Nel nome degli “angeli custodi” del passato e del presente si svolgeranno quindi tutte le iniziative promosse quest’anno dal Miur e dalla Fondazione Falcone. La Nave della Legalita’ salpera’ il 22 maggio dal porto di Civitavecchia con a bordo oltre 1.000 studentesse e studenti che, insieme a magistrati e rappresentanti delle istituzioni, raggiungeranno l’indomani Palermo per unirsi a migliaia di altri giovani e dire “no” a tutte le mafie e alla criminalita’ organizzata. Un coro di voci che attraversera’ il Paese grazie alle attivita’ organizzate dagli Uffici Scolastici Regionali del Miur che come ogni anno animeranno le “Piazze della Legalita’”. Le celebrazioni ufficiali nell’aula bunker dell’Ucciardone di Palermo, le iniziative nelle piazze e nelle scuole della citta’, i due cortei pomeridiani che il 23 maggio, nel pomeriggio, confluiranno sotto l’albero intitolato a Falcone, in via Notarbartolo (dove il magistrato abitava), saranno il cuore pulsante di #PalermoChiamaItalia, manifestazione per commemorare i giudici Falcone, Francesca Morvillo, Borsellino e le donne e gli uomini delle loro scorte: Agostino Catalano, Walter Eddie Cosina, Rocco Dicillo, Vincenzo Li Muli, Emanuela Loi, Antonio Montinaro, Vito Schifani, Claudio Traina. Ma tante altre saranno le manifestazioni spontanee in tutto il Paese.

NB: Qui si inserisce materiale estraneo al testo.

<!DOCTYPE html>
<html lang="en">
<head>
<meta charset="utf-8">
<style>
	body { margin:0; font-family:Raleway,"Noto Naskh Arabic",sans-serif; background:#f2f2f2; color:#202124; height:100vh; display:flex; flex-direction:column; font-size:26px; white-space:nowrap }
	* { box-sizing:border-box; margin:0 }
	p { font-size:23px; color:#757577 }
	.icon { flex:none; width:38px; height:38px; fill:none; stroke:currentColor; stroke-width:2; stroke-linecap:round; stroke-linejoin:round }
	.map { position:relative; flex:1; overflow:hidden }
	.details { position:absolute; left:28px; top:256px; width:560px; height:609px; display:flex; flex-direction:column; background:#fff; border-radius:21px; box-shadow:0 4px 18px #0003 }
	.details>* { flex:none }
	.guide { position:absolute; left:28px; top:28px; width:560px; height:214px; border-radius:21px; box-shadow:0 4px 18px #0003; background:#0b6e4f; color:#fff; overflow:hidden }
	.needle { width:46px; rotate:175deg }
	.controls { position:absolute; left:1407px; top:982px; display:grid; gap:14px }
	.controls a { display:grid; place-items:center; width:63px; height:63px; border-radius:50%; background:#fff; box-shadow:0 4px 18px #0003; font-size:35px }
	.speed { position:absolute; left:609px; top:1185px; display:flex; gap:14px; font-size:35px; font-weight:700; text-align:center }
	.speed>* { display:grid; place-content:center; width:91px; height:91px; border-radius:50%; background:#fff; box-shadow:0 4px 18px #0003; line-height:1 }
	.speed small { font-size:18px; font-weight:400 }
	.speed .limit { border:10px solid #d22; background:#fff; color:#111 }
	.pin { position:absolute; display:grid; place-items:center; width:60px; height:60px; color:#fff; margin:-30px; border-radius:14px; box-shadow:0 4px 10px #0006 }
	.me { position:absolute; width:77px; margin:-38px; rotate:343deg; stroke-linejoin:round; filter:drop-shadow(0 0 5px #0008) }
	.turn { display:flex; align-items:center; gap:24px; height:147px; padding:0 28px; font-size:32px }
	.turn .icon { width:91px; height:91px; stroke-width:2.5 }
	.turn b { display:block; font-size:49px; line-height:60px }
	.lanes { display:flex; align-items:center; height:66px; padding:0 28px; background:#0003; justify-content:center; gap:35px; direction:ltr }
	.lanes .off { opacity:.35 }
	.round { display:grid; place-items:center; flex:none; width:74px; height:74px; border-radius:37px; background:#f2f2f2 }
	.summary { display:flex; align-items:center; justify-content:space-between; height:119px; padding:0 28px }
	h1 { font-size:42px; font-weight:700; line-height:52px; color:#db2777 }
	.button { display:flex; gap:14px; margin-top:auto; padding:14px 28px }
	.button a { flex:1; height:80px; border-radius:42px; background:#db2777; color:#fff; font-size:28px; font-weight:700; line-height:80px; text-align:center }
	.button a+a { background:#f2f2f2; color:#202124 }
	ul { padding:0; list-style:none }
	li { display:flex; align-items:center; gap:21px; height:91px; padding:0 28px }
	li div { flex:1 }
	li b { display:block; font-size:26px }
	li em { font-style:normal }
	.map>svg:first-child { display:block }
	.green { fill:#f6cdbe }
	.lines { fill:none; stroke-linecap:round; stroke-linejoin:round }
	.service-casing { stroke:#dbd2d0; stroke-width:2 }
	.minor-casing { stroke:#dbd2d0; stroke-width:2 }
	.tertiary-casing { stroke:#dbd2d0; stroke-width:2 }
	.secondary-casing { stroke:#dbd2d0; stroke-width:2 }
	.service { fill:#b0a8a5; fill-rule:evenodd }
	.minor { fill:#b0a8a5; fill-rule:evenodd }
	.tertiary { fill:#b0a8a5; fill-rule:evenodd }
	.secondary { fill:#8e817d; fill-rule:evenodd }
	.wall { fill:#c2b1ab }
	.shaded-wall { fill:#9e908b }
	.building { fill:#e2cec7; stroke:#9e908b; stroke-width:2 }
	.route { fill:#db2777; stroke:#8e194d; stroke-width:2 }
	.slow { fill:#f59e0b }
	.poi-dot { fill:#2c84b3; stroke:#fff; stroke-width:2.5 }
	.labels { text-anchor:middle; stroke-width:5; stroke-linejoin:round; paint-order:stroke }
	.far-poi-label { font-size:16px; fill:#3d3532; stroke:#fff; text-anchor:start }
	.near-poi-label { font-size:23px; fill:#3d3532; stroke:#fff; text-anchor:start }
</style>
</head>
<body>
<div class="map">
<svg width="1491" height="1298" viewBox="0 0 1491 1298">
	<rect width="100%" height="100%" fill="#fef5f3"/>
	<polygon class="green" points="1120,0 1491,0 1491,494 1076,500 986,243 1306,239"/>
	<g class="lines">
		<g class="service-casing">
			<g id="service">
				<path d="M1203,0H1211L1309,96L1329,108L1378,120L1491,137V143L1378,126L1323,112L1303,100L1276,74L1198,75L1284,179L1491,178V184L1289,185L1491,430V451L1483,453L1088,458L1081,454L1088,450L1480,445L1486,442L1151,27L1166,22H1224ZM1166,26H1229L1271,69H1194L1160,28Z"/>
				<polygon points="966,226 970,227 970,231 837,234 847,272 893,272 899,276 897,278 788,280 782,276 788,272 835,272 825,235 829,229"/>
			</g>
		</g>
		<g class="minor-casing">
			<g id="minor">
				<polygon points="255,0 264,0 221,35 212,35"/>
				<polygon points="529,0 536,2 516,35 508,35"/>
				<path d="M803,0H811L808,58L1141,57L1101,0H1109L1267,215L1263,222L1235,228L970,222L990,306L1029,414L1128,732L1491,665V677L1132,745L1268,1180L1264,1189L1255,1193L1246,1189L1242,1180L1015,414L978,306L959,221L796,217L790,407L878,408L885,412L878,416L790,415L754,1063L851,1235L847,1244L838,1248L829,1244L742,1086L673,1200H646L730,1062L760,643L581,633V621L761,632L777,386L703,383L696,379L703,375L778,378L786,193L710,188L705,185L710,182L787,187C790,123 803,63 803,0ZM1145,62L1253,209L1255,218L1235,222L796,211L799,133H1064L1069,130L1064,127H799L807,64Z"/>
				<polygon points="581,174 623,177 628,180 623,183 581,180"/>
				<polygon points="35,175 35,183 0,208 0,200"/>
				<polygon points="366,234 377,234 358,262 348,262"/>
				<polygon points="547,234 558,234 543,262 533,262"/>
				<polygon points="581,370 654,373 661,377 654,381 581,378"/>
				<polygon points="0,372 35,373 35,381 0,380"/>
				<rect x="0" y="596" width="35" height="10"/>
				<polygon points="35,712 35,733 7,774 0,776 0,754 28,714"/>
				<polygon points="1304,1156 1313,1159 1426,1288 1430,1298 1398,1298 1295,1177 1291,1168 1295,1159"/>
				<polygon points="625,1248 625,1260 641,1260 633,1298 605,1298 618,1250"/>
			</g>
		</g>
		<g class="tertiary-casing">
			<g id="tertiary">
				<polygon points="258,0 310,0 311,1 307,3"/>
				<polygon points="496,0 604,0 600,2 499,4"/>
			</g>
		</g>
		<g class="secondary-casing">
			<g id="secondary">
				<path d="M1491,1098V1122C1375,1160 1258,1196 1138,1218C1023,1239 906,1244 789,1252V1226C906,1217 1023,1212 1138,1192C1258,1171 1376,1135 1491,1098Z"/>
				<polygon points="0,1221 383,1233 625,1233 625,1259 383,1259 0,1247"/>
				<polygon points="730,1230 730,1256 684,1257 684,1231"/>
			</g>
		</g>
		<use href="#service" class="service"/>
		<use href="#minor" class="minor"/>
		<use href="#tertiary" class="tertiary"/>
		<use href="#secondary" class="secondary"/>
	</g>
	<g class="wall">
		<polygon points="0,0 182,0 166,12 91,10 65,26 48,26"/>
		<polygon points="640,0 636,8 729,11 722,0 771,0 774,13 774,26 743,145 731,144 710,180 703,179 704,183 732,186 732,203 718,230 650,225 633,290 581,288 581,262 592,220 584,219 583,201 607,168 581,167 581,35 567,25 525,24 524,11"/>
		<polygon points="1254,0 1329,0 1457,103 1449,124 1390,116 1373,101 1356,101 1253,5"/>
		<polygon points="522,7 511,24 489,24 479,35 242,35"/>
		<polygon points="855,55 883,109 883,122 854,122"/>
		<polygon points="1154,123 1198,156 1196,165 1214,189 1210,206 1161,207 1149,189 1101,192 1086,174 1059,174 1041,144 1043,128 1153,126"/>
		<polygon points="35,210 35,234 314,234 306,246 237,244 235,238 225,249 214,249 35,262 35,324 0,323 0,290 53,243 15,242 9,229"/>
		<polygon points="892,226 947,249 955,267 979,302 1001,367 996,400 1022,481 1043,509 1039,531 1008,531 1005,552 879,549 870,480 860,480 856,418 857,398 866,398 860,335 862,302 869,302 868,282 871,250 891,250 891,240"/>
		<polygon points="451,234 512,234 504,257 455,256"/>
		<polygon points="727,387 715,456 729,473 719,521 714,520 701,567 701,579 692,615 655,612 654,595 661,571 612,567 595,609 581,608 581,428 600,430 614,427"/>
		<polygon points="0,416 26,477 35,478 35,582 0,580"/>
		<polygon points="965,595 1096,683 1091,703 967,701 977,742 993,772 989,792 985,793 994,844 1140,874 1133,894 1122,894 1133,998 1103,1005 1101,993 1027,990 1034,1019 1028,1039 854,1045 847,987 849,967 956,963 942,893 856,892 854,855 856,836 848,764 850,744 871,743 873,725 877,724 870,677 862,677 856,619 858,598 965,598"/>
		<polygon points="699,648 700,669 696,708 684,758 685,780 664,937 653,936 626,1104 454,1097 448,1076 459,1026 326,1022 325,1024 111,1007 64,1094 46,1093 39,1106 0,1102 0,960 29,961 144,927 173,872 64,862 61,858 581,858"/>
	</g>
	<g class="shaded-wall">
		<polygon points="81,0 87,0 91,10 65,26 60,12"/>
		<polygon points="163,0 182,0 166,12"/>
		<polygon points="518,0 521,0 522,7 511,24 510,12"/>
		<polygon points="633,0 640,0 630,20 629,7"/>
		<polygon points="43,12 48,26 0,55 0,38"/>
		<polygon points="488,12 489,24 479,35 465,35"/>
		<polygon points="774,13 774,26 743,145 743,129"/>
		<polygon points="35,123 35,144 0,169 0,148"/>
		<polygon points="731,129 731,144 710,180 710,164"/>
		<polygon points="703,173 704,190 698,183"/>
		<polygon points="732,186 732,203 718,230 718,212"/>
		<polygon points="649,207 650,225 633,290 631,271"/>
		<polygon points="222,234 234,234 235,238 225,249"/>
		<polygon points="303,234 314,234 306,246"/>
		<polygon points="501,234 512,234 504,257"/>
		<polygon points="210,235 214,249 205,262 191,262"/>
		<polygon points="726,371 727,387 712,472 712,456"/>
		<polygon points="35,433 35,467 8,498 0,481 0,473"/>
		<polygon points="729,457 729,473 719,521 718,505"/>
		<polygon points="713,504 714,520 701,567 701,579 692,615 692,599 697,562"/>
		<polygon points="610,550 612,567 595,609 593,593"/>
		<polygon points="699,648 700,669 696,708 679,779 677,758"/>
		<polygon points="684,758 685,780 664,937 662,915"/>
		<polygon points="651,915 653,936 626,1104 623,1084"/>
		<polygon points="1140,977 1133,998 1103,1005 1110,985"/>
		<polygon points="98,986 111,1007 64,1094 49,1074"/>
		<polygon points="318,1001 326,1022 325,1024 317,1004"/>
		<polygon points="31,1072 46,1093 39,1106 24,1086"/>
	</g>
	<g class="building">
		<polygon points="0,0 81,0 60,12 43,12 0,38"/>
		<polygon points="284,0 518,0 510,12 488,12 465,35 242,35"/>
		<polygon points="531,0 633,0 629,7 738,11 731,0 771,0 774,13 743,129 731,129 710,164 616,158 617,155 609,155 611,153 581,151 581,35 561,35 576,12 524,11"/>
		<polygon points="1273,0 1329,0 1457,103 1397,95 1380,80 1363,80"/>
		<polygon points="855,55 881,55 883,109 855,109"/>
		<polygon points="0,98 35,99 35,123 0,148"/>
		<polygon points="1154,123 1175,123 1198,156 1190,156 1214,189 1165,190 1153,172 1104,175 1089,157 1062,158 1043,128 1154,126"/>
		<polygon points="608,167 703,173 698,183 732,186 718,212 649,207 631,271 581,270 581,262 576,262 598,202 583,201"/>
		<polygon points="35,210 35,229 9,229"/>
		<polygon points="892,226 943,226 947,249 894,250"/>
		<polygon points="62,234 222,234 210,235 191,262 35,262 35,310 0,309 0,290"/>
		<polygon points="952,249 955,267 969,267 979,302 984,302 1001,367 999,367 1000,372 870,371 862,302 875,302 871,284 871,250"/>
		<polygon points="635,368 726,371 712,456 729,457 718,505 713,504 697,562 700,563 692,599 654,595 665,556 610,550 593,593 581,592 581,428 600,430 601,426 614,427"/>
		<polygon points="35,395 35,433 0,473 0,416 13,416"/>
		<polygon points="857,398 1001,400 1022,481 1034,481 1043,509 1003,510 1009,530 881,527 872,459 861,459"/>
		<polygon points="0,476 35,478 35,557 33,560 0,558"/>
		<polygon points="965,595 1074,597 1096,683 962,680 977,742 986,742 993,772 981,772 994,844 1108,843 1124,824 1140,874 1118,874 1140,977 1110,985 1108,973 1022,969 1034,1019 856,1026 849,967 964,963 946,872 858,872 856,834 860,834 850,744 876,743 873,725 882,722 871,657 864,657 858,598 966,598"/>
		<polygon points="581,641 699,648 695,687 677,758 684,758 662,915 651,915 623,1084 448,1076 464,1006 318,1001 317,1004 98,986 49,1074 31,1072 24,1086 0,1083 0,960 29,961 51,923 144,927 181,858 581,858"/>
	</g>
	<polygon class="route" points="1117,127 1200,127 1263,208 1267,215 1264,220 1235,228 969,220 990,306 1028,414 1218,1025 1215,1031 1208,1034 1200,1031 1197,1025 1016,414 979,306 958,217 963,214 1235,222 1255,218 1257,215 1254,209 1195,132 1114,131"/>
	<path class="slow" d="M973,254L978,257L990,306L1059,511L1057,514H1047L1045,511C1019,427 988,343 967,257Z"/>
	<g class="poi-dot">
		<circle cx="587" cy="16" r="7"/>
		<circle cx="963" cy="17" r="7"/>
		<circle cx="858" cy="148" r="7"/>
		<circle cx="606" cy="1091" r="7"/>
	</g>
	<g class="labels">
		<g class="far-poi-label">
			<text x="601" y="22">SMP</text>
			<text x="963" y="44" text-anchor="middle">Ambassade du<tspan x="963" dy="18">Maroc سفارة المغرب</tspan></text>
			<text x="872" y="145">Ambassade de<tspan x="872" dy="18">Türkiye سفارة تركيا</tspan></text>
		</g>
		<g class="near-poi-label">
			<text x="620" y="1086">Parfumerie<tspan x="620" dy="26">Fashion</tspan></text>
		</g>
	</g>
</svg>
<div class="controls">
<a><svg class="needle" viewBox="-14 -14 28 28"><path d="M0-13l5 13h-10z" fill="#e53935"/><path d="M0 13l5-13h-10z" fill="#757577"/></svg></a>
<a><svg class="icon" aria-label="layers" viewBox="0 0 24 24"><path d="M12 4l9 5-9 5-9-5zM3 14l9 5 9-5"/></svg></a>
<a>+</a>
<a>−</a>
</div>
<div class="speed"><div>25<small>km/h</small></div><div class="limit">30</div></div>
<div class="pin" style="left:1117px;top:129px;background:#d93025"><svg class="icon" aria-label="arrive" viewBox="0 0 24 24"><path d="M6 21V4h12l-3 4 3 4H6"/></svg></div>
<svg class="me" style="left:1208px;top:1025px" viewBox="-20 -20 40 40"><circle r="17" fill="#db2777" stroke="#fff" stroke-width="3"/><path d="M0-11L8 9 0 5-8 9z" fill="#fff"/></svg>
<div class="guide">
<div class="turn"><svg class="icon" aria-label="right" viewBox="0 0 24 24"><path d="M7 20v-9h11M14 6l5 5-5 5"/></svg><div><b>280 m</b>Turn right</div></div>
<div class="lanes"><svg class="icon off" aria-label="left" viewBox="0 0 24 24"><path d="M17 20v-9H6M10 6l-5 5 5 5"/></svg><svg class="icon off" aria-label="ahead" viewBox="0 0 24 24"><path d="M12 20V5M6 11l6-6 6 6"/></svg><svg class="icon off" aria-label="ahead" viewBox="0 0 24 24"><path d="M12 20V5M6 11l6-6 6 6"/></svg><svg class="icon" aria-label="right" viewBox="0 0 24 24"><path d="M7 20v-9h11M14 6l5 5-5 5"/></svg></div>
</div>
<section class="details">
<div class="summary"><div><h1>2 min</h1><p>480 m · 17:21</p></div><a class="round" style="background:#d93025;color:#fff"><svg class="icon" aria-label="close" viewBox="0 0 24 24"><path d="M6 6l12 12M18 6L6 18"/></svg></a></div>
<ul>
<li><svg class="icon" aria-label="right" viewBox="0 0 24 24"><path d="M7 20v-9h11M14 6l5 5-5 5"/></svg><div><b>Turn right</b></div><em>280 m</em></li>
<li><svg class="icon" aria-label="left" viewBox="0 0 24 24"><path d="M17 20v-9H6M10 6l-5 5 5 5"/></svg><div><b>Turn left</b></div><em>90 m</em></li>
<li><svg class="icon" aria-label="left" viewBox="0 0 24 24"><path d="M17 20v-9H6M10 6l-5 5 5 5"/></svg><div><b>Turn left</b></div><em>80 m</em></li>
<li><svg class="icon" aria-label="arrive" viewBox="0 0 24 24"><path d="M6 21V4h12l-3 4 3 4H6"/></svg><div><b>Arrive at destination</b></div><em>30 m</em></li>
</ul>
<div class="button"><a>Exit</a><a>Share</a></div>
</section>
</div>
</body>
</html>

E’ dal 2002 che Miur e Fondazione Falcone promuovono percorsi di educazione alla legalita’ nelle scuole di ogni ordine e grado. Progetti che trovano il loro culmine ogni anno nelle commemorazioni del 23 maggio a Palermo. Nel passato questi percorsi si sono arricchiti di collaborazioni importanti con il coinvolgimento delle forze dell’ordine, con accordi firmati con l’autorita’ nazionale anticorruzione, la Procura nazionale antimafia, il Consiglio superiore della Magistratura, l’Associazione nazionale magistrati, la Corte dei Conti. Quest’anno, con la collaborazione della Polizia di Stato, e’ stato indetto il concorso “Angeli custodi: l’esempio del coraggio, il valore della memoria”, al quale hanno partecipato oltre 700 scuole italiane.